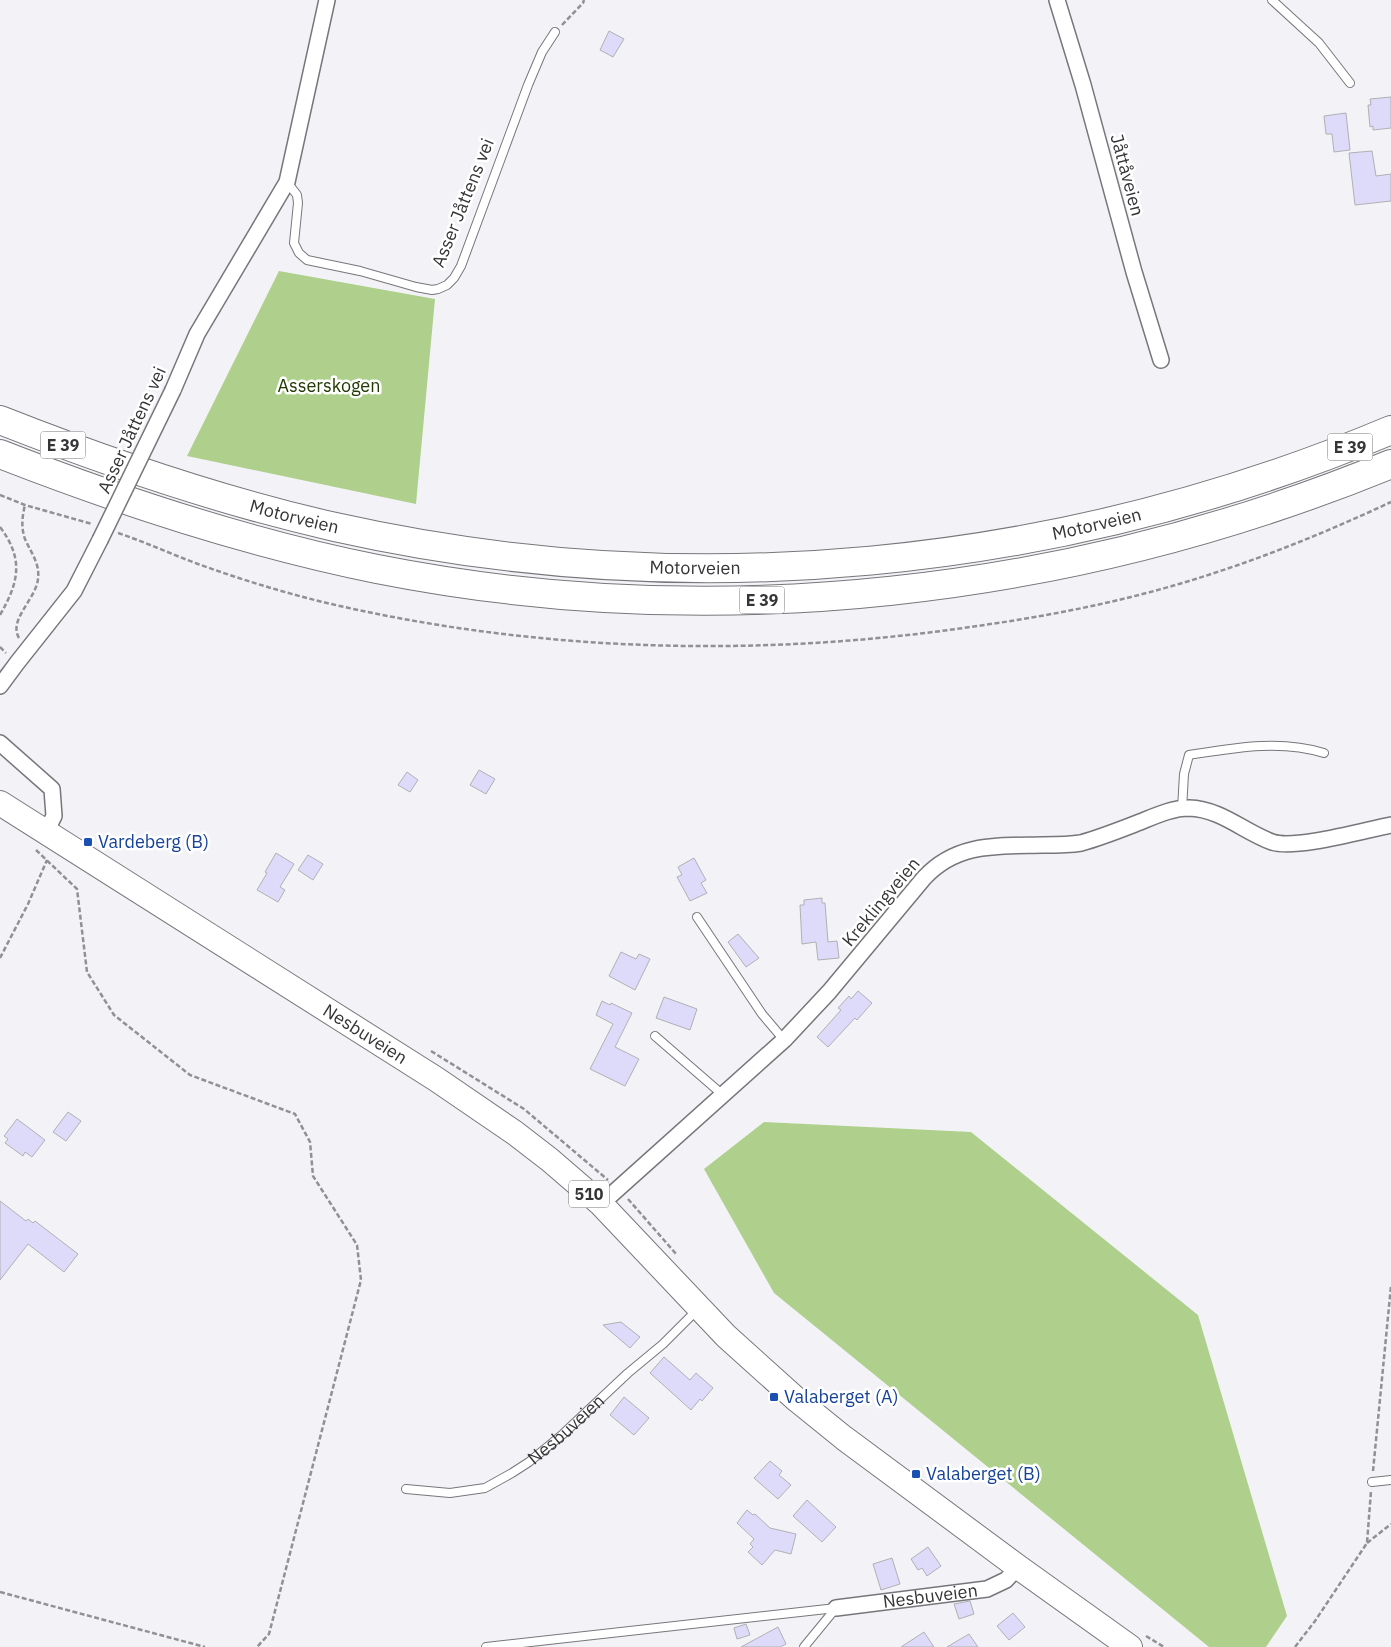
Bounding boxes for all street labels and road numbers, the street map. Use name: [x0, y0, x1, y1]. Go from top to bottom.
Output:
street label: Jåttåveien: [1106, 131, 1149, 218]
street label: Asser Jåttens vei: [426, 135, 499, 271]
street label: Asser Jåttens vei: [92, 363, 171, 497]
road number: E 39: [40, 432, 86, 458]
road number: E 39: [1328, 434, 1372, 461]
street label: Motorveien: [247, 494, 341, 539]
street label: Motorveien: [1050, 502, 1144, 545]
street label: Motorveien: [649, 555, 741, 579]
road number: E 39: [740, 586, 784, 614]
street label: Kreklingveien: [837, 852, 925, 951]
street label: Nesbuveien: [319, 998, 412, 1069]
road number: 510: [569, 1180, 609, 1208]
street label: Nesbuveien: [523, 1389, 609, 1469]
street label: Nesbuveien: [881, 1578, 979, 1613]

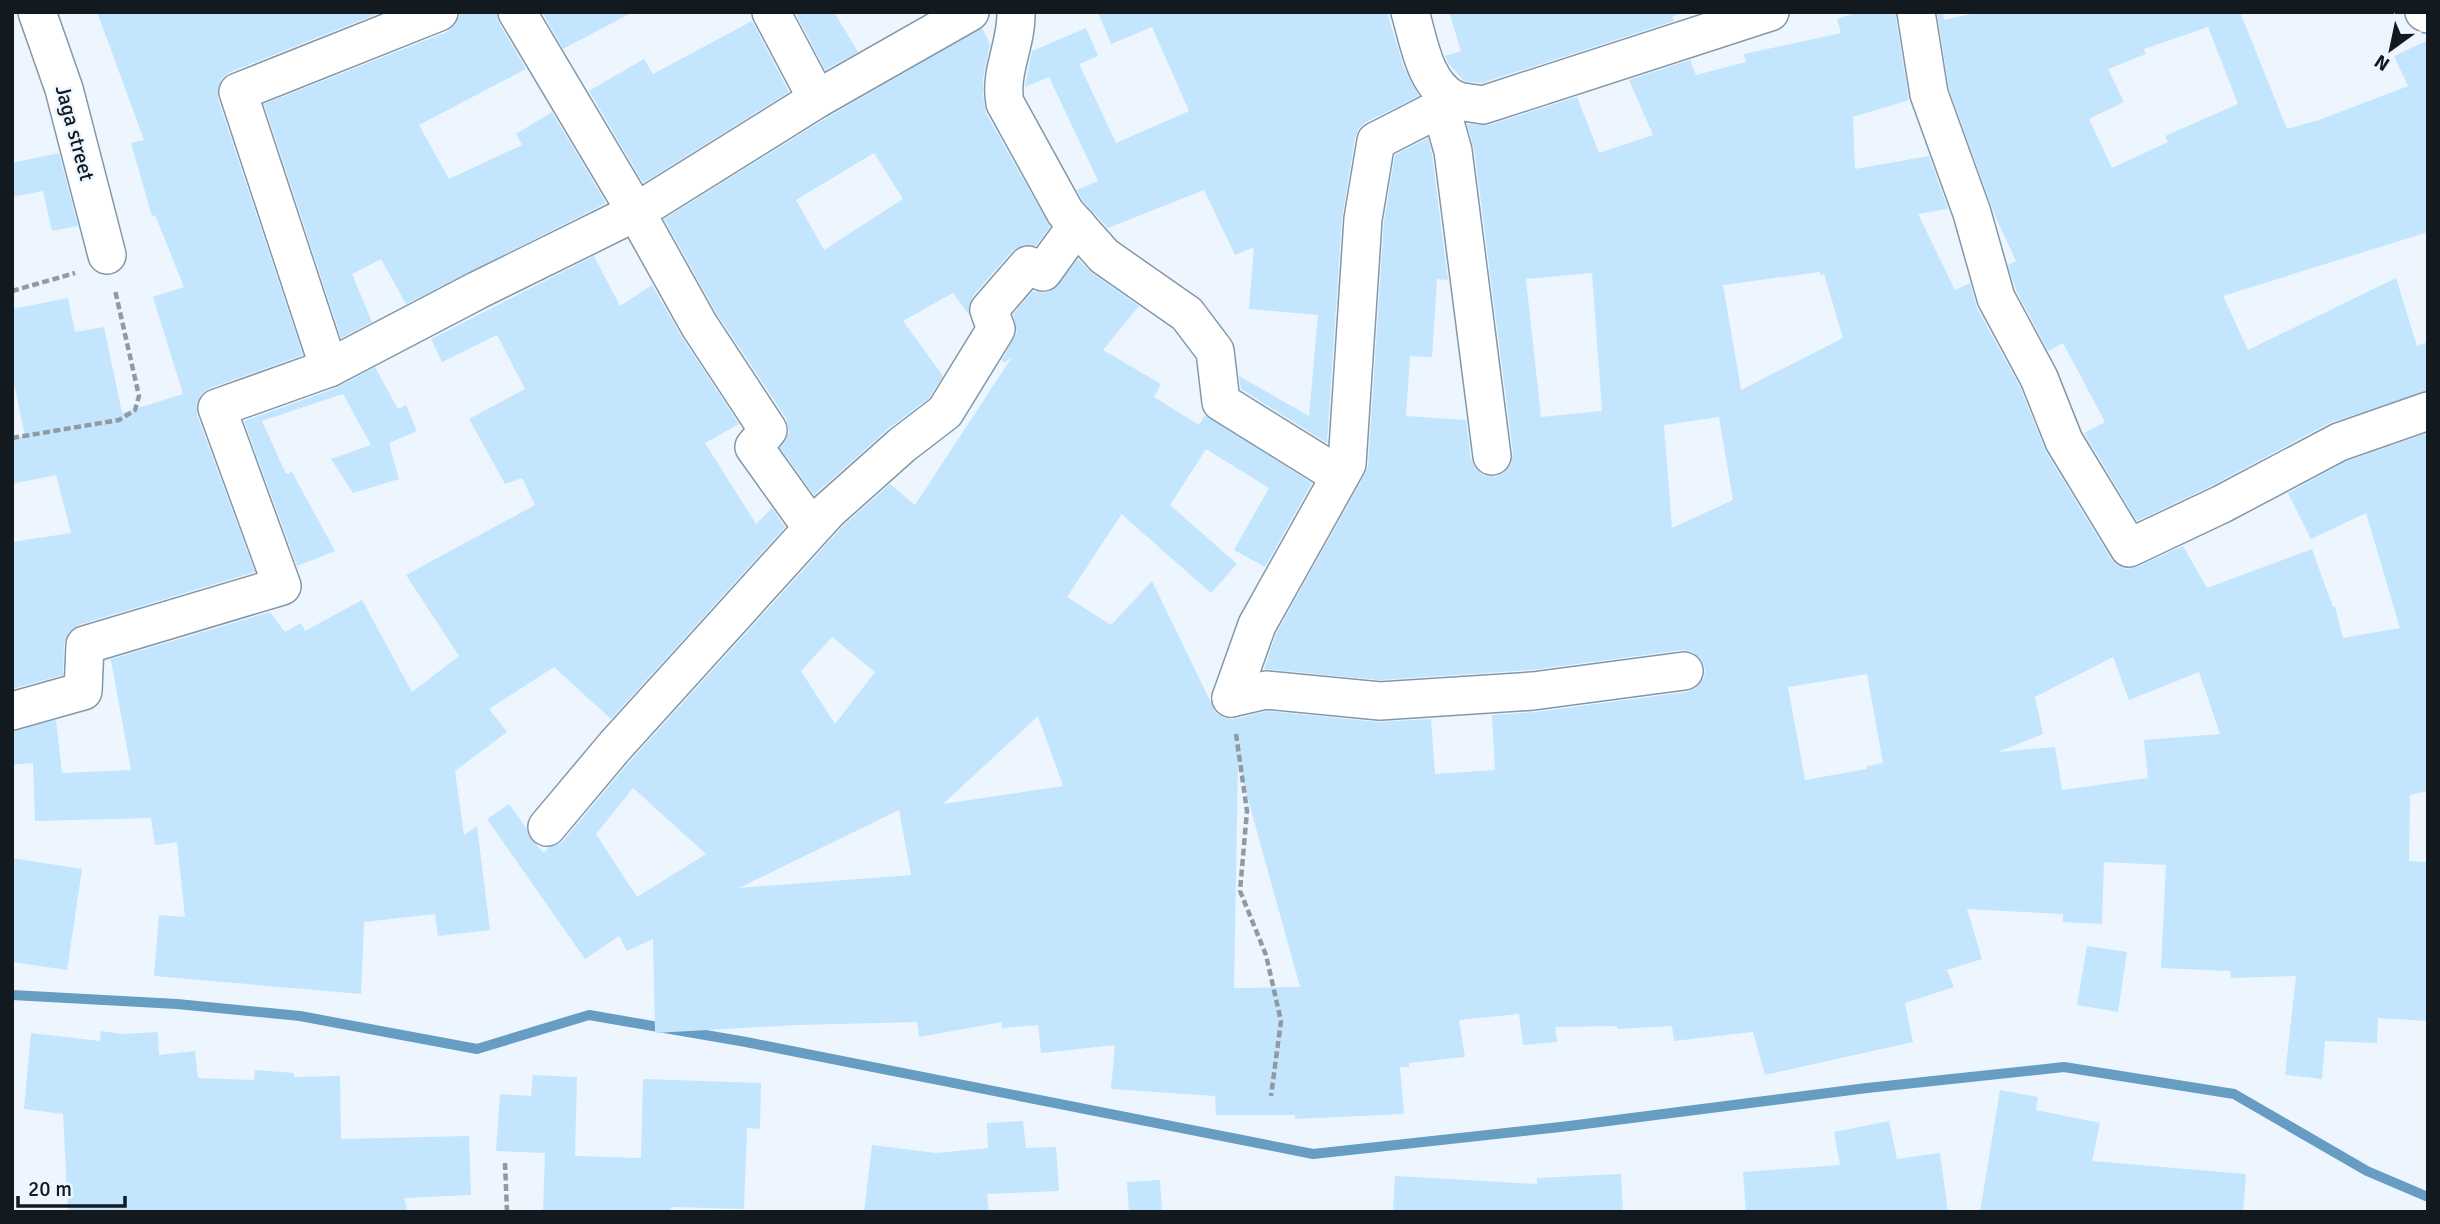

(EXERCISE INSTRUCTIONS):
Wherever an image sits in the data, omit it; everything else must be copied exactly.

(OUTPUT FOR THIS EXERCISE):
Bounding boxes for all street labels and road numbers, the street map. Use name: [x0, y0, x1, y1]. Go from top to bottom.
Output:
street label: Jåttåveien: [1106, 131, 1149, 218]
street label: Asser Jåttens vei: [426, 135, 499, 271]
street label: Asser Jåttens vei: [92, 363, 171, 497]
road number: E 39: [40, 432, 86, 458]
road number: E 39: [1328, 434, 1372, 461]
street label: Motorveien: [247, 494, 341, 539]
street label: Motorveien: [1050, 502, 1144, 545]
street label: Motorveien: [649, 555, 741, 579]
road number: E 39: [740, 586, 784, 614]
street label: Kreklingveien: [837, 852, 925, 951]
street label: Nesbuveien: [319, 998, 412, 1069]
road number: 510: [569, 1180, 609, 1208]
street label: Nesbuveien: [523, 1389, 609, 1469]
street label: Nesbuveien: [881, 1578, 979, 1613]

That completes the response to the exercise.